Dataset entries
┌────────
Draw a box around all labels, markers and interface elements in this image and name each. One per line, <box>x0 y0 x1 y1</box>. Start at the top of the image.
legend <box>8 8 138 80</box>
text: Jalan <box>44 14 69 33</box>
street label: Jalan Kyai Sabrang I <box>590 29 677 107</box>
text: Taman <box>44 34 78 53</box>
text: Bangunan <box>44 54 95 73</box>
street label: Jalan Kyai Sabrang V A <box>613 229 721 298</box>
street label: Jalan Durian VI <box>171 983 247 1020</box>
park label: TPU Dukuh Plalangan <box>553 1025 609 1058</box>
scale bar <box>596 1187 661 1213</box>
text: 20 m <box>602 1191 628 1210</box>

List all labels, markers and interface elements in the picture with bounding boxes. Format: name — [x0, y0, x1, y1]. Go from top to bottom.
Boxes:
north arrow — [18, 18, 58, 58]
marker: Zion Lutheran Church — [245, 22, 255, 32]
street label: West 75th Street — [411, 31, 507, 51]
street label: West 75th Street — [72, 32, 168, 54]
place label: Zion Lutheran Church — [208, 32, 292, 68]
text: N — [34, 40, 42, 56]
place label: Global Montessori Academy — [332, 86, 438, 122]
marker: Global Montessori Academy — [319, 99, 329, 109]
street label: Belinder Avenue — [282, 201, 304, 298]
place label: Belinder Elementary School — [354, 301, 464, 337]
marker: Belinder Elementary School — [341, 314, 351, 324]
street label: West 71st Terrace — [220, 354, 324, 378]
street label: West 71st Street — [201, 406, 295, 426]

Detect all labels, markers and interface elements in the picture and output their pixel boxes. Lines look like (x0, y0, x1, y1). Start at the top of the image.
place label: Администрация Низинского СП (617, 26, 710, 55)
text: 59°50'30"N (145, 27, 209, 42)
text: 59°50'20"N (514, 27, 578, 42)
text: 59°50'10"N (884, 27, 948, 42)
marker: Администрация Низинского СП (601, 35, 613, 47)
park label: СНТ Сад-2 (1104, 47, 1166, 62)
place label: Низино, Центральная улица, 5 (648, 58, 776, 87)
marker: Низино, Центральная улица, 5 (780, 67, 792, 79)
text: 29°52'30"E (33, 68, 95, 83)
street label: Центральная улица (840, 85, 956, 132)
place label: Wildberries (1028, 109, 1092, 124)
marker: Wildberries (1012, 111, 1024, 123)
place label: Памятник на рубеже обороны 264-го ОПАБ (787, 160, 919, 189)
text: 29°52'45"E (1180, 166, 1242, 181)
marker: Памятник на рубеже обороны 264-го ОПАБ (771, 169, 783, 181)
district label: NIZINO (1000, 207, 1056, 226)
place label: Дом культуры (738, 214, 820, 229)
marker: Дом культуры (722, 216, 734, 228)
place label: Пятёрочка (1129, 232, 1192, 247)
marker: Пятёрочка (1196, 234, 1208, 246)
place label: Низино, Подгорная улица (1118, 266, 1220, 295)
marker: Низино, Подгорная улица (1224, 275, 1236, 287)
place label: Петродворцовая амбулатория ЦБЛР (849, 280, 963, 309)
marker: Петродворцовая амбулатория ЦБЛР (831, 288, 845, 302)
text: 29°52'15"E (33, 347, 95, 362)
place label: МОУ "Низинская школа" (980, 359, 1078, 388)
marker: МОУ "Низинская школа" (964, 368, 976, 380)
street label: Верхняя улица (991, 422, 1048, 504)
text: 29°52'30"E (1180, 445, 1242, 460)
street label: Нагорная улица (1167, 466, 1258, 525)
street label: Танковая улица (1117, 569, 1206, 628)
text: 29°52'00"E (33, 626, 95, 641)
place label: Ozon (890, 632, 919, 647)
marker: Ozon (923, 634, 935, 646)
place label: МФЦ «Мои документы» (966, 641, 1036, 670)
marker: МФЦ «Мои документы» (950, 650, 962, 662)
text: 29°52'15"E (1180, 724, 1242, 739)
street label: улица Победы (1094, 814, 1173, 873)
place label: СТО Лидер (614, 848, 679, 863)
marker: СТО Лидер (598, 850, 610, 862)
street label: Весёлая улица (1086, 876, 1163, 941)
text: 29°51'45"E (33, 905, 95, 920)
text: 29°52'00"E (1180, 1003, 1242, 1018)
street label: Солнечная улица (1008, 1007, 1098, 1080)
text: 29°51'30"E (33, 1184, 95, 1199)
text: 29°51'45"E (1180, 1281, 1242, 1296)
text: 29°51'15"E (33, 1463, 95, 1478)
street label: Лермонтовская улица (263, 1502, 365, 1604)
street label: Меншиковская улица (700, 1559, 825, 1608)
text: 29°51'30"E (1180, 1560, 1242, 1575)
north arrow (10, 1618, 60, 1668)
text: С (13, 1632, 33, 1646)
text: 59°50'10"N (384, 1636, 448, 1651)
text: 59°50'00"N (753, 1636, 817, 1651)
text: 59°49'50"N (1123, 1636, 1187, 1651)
└────────
■ DIRECTIONS ■
For each line above that includes the word "ЦБЛР", make a copy of that line.

■ RESPONSE BELOW ■
place label: Петродворцовая амбулатория ЦБЛР (849, 280, 963, 309)
marker: Петродворцовая амбулатория ЦБЛР (831, 288, 845, 302)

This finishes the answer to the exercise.